School of Computer Science and Engineering, South China University of Technology, B3 Building, Higher Education Megacenter, Panyu, Guangzhou City, China 510006.
IEEE/ACM Trans Comput Biol Bioinform. 2012 Nov-Dec;9(6):1751-65. doi: 10.1109/TCBB.2012.108.
In order to perform successful diagnosis and treatment of cancer, discovering, and classifying cancer types correctly is essential. One of the challenging properties of class discovery from cancer data sets is that cancer gene expression profiles not only include a large number of genes, but also contains a lot of noisy genes. In order to reduce the effect of noisy genes in cancer gene expression profiles, we propose two new consensus clustering frameworks, named as triple spectral clustering-based consensus clustering (SC3) and double spectral clustering-based consensus clustering (SC2Ncut) in this paper, for cancer discovery from gene expression profiles. SC3 integrates the spectral clustering (SC) algorithm multiple times into the ensemble framework to process gene expression profiles. Specifically, spectral clustering is applied to perform clustering on the gene dimension and the cancer sample dimension, and also used as the consensus function to partition the consensus matrix constructed from multiple clustering solutions.Compared with SC3, SC2Ncut adopts the normalized cut algorithm, instead of spectral clustering, as the consensus function.Experiments on both synthetic data sets and real cancer gene expression profiles illustrate that the proposed approaches not only achieve good performance on gene expression profiles, but also outperforms most of the existing approaches in the process of class discovery from these profiles.

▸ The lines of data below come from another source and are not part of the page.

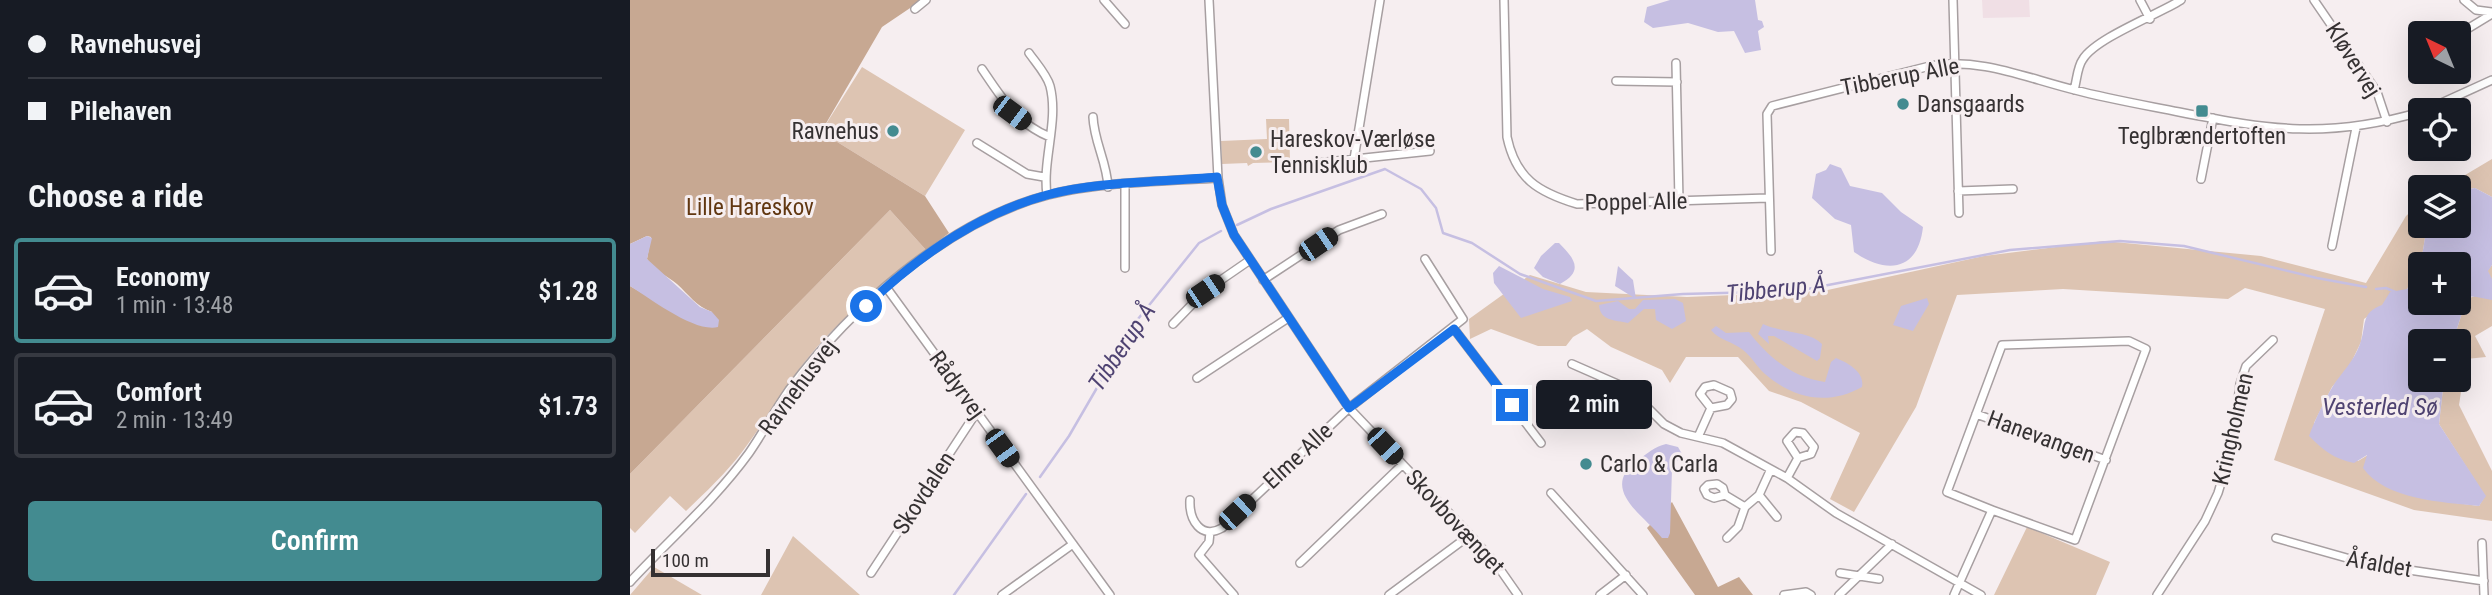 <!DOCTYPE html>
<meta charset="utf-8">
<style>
body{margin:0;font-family:"Roboto Condensed",sans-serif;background:#20242c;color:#f1f3f6;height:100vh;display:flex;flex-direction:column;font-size:26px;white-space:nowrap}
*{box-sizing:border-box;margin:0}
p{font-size:23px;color:#9ea1a6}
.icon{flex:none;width:38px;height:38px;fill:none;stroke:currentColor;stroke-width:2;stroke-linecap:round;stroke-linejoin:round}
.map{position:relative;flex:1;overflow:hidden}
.sheet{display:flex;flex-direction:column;background:#171b24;width:630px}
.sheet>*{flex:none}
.top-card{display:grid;align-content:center;height:154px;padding:0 28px;background:#171b24}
.needle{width:46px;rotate:317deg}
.controls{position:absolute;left:1778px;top:21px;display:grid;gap:14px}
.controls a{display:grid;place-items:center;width:63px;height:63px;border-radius:7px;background:#171b24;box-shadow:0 7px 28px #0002;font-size:35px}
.scale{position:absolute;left:21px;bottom:18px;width:119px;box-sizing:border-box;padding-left:7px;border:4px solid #353132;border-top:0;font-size:19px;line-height:24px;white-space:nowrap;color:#353132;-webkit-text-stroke:5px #f6eef0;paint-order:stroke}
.end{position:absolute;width:32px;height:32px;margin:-16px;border:9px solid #1a73e8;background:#fff;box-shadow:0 0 0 4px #fff}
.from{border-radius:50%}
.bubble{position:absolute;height:49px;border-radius:7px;background:#171b24;box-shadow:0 7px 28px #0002;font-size:23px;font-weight:600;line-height:49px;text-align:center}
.car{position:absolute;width:21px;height:42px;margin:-21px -10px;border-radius:9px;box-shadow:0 0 5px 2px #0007;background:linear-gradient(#222 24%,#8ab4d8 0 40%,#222 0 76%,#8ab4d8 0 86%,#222 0)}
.top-card b{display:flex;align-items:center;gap:24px;height:66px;font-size:26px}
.top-card b+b{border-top:2px solid #363941}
.top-card i{width:18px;height:18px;background:#f1f3f6}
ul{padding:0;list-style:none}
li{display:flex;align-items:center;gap:21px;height:105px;margin:0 14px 10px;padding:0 14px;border:4px solid #363941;border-radius:7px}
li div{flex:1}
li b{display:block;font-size:26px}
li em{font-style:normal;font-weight:600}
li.current{border-color:#438b90}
li>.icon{width:63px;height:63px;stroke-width:1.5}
h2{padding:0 28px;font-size:32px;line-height:84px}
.cta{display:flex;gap:14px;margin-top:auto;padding:14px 28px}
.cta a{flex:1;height:80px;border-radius:7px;background:#438b90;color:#fff;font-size:28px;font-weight:600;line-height:80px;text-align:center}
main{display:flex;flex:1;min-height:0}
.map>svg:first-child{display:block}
</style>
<main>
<section class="sheet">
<div class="top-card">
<b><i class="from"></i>Ravnehusvej</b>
<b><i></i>Pilehaven</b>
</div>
<h2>Choose a ride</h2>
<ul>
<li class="current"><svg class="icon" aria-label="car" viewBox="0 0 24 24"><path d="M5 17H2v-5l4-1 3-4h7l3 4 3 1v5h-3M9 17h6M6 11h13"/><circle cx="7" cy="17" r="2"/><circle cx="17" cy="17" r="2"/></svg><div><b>Economy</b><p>1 min · 13:48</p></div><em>$1.28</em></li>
<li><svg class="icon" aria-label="car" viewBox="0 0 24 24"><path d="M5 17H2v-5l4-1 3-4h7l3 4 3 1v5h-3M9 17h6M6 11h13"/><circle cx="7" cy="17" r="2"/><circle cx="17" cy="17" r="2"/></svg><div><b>Comfort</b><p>2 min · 13:49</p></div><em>$1.73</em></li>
</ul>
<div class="cta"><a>Confirm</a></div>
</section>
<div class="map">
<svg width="1862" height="595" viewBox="0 0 1862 595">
<rect width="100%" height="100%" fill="#f6eef0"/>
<path fill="#f0dfe5" d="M 1352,0 L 1399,0 L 1400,17 L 1353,18 Z"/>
<path fill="#ddc4b2" d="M 232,67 L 335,130 L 295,196 L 191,132 Z
M 636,119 L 659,119 L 660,162 L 623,163 L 618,166 L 617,163 L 592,164 L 591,141 L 637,139 Z
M 1862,159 L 1862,197 L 1845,188 L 1829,191 L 1829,187 L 1815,187 Z
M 1790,203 L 1790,226 L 1797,226 L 1790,268 L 1777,289 L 1734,319 L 1731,342 L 1719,367 L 1702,387 L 1684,423 L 1728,461 L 1738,455 L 1737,459 L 1796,499 L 1849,506 L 1855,496 L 1809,424 L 1814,380 L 1829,380 L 1829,341 L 1823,341 L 1832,313 L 1829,302 L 1845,296 L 1860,279 L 1857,271 L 1862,265 L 1862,326 L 1845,336 L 1856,357 L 1836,359 L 1829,405 L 1862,471 L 1862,521 L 1784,510 L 1644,460 L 1695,309 L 1615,288 L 1598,299 L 1433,289 L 1327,295 L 1286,407 L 1224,512 L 1200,499 L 1230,433 L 1171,402 L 1139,391 L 1108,357 L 1056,357 L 1040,383 L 1032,370 L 981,347 L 957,329 L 943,337 L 936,346 L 908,346 L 861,329 L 840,339 L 839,319 L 900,275 L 956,292 L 1057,297 L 1193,291 L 1354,256 L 1474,241 L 1631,256 L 1736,283 L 1776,216 Z
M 260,210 L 296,250 C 257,280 220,310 187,347 C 158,380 138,418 112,452 C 95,474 76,492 56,511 L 40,496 L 5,533 L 0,528 L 0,474 Z
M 1397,527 L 1480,562 L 1466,595 L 1364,595 Z
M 163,536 L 230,595 L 131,595 Z
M 24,567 L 72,595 L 0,595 Z"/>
<path fill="#c7a892" d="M 0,0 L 292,0 L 252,27 L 191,132 L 295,196 L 319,233 L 296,250 L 260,210 L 0,474 L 0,286 L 43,311 L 82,312 C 66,306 59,295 47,284 C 37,275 24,272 17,259 L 21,237 L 17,236 L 0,244 Z
M 1042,502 L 1088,587 L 1109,577 L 1123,595 L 1065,595 L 1017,528 Z"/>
<path fill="#c6bfe2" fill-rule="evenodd" d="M 1040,0 L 1125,0 L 1128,20 L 1132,21 L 1134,27 L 1128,31 L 1131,50 L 1115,53 L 1104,31 L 1088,32 L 1058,23 L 1023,28 L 1014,22 L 1017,7 Z
M 1200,164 L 1211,168 L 1220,186 L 1252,193 L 1271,212 L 1293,227 C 1288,272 1256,274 1224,252 L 1221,225 L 1205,219 L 1182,198 L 1186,174 L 1196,170 Z
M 1845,188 L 1862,197 L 1862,265 L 1858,271 L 1862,279 L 1862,300 C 1850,298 1838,292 1829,302 L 1832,313 L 1823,341 L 1790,341 L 1790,380 L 1814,380 L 1809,424 L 1856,496 L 1849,506 C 1812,502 1756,500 1733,468 L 1737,455 L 1724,463 C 1704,459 1693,450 1679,436 C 1685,420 1694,401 1703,386 C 1712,372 1724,361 1730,344 C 1737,325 1730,313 1752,305 L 1760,292 L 1777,289 L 1790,268 L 1797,226 L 1829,226 L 1829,191 ZM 1790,264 L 1829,264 L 1829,303 L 1790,303 Z
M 17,236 L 22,238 L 17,259 L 70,307 L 82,312 L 89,320 L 88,327 C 65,333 21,299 0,286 L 0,244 Z
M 925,243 L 929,243 C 945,259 954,271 930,284 L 913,277 L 904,268 L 911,256 Z
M 869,266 L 913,289 L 940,297 L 942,301 L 891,318 L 864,283 L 863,273 Z
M 988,266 L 1003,280 L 1006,299 L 985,286 Z
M 1297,298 L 1299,304 L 1283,331 L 1263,325 L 1271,306 Z
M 1045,299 L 1053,303 L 1056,321 L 1042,329 L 1026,320 L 1025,309 L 1014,309 L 998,323 C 985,320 970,321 969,305 L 988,301 L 999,309 L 1005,309 L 1013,300 Z
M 1133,324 C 1152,333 1180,331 1192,344 L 1190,358 L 1187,361 L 1144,336 L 1138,336 L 1139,344 L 1128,334 Z
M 1086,326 L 1096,333 L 1119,332 C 1138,357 1163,378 1195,382 L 1201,362 L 1206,358 C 1218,363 1235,372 1232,387 C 1198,406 1164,399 1135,374 C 1127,367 1122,357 1113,350 C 1102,341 1090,341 1081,330 Z
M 1036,444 L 1048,447 L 1052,454 L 1042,469 L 1040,533 L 1038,538 L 1032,538 C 1014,515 968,489 1008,460 C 1018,453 1024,447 1036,444 Z"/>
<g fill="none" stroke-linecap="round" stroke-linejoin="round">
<path stroke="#c6bfe2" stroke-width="2.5" d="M 607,225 L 641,209 L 755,169 L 791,189 L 806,208 L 813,233 L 842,243 L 890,274 L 966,301 L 1053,294 L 1167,291 L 1380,250 L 1490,241 L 1554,246 L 1687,278 L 1736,287
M 1746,289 L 1756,288 L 1770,294
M 410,477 L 439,436 L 504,324 L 569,243 L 591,231
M 324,595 L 396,494"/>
<g stroke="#a79fa1" stroke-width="10">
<path id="street" d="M 474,0 L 495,24
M 579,0 L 588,178 L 592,205 L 604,235 L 719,408 L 840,535 L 867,565 L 888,595
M 874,0 L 877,137 C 886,179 908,192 947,204 L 1138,198
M 1323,0 L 1329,213
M 1510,0 L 1520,19
M 1684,0 L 1747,92 L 1757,122
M 1834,0 L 1846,10 L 1862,12
M 285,9 L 296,0
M 1829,34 L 1862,14
M 399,53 C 406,63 417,75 420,86 C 429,121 412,160 417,195
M 1046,63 L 1049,201
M 352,69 C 371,97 387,124 420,137
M 986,81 L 1047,82
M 1444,90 C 1447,80 1447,67 1453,59 C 1466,38 1527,15 1551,0
M 1796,110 L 1862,80
M 463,117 C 464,142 477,162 478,187
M 347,143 L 397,174 L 414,177
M 724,159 L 750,0
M 669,165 L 800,151
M 1571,179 L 1583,118
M 495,186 L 495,268
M 1328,191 L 1383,189
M 1702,246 L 1726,128
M 1141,251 L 1137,114 L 1142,106 L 1300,66 C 1350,57 1396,78 1445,90 C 1479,99 1514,105 1549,112 C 1641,130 1698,139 1790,112
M 633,280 L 709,230 L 752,214
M 256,287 L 480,595
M 543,324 L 575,291 L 620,260
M 824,329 L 911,443
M 942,364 L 999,389 L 1034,424 L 1051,433 L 1093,443 L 1157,478 L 1206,513 L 1351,595
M 567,378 L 658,318
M 1346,414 L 1476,460
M 980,415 L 974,407 L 985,383
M 1068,437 L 1081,408 L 1070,394 L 1075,387 L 1084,385 L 1100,392 L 1102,399 L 1097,405 L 1081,408
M 1157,478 L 1168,458 L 1157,441 L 1165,432 L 1173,433 L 1184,447 L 1181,454 L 1168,458
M 921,493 L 1013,595
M 1095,495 L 1084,498 L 1077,495 L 1074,489 L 1078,485 L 1087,484 L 1093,488 L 1095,495 L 1115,507
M 1129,495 L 1147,517
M 560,500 C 559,520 571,540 592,528 L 719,408 L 833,319 L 795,259
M 580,532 L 579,542 L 569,555 L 604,595
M 1097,538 L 1108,527 L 1115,507 L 1129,495 L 1140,471
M 1646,538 L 1738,564 L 1854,581
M 1852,543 L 1854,595
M 670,563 L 772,465
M 241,573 L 346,413
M 1210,573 L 1249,579
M 0,582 C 39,540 85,500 119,453 C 133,433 145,410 159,390 C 220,308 318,221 418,195 C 468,182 536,181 588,178
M 372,595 L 443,544
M 759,595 L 840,535
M 970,595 L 996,575
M 1154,595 L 1176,592 L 1181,595
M 1209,595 L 1262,544
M 1324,595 L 1362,510 L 1317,492 L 1372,345 L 1499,341 L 1516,349 L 1445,540 L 1362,510
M 1527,595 L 1575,521 L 1588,493 L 1603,443 L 1610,384 L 1616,366 L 1643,340"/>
</g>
<use href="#street" stroke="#fff" stroke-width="7"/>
</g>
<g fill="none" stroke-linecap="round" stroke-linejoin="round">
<path stroke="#1a73e8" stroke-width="9" d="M 236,306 C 287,257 348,214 417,195 C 467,181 535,182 587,177 L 592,205 L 604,235 L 719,408 L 824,329 L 882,405"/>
</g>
<g fill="#438b90" stroke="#f6eef0" stroke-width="2.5">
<circle cx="1273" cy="104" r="7"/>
<rect x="1565" y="104" width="14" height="14" rx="3.5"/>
<circle cx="263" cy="131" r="7"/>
<circle cx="626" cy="152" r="7"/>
<circle cx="956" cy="464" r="7"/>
</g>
<g text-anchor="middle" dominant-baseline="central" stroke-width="6" stroke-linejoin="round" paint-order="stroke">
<g font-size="23" fill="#353132" stroke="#f6eef0">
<text transform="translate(1723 60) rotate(58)">Kløvervej</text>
<text transform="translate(1270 77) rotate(-11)">Tibberup Alle</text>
<text transform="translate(1006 202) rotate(-1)">Poppel Alle</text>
<text transform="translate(327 385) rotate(54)">Rådyrvej</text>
<text transform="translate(168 387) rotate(-53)">Ravnehusvej</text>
<text transform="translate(1603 429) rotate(-77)">Kringholmen</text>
<text transform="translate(1411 437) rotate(20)">Hanevangen</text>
<text transform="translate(668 456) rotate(-43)">Elme Alle</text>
<text transform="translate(294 493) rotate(-57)">Skovdalen</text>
<text transform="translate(825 522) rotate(47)">Skovbovænget</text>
<text transform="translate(1749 564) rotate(10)">Åfaldet</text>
</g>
<g font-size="23" fill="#353132" stroke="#f6eef0" text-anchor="start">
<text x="1287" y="104">Dansgaards</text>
<text x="249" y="131" text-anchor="end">Ravnehus</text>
<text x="1572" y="136" text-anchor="middle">Teglbrændertoften</text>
<text x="640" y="139">Hareskov-Værløse<tspan x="640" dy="26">Tennisklub</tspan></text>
<text x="970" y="464">Carlo &amp; Carla</text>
</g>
<g font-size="23" fill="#613711" stroke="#f6eef0">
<text x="120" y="207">Lille Hareskov</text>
</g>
<g font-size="24" font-style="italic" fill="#4f4372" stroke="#f6eef0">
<text transform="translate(1146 289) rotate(-6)">Tibberup Å</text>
<text transform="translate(492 347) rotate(-56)">Tibberup Å</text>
<text x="1750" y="407">Vesterled Sø</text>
</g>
</g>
</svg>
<div class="controls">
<a><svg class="needle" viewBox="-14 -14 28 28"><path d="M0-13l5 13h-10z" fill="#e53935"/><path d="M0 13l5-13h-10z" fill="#9ea1a6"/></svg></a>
<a><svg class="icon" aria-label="locate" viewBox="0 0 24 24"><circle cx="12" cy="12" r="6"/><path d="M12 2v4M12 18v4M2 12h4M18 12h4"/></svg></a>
<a><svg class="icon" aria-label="layers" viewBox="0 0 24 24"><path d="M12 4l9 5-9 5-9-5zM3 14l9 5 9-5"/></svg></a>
<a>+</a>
<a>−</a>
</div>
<div class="scale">100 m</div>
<i class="end from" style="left:236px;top:306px"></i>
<i class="end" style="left:882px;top:405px"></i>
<div class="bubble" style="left:906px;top:380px;width:116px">2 min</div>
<i class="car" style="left:382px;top:113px;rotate:127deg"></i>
<i class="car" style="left:688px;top:244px;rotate:56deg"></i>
<i class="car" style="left:575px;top:291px;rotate:56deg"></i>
<i class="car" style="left:755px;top:446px;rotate:137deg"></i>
<i class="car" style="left:372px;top:448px;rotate:144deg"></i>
<i class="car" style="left:607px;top:512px;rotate:47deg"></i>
</div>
</main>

为了成功地诊断和治疗癌症,正确地发现和分类癌症类型是至关重要的。从癌症数据集发现和分类癌症类型的一个具有挑战性的特点是,癌症基因表达谱不仅包含大量的基因,而且还包含许多嘈杂的基因。为了减少癌症基因表达谱中噪声基因的影响,我们在本文中提出了两种新的共识聚类框架,分别称为基于三重谱聚类的共识聚类(SC3)和基于双谱聚类的共识聚类(SC2Ncut),用于从基因表达谱中发现癌症。SC3 将谱聚类(SC)算法多次集成到集成框架中,以处理基因表达谱。具体来说,谱聚类被应用于对基因维度和癌症样本维度进行聚类,也被用作共识函数来划分从多个聚类解决方案构建的共识矩阵。与 SC3 相比,SC2Ncut 采用归一化割算法,而不是谱聚类作为共识函数。在合成数据集和真实癌症基因表达谱上的实验表明,所提出的方法不仅在基因表达谱上取得了良好的性能,而且在从这些谱中发现类的过程中也优于大多数现有的方法。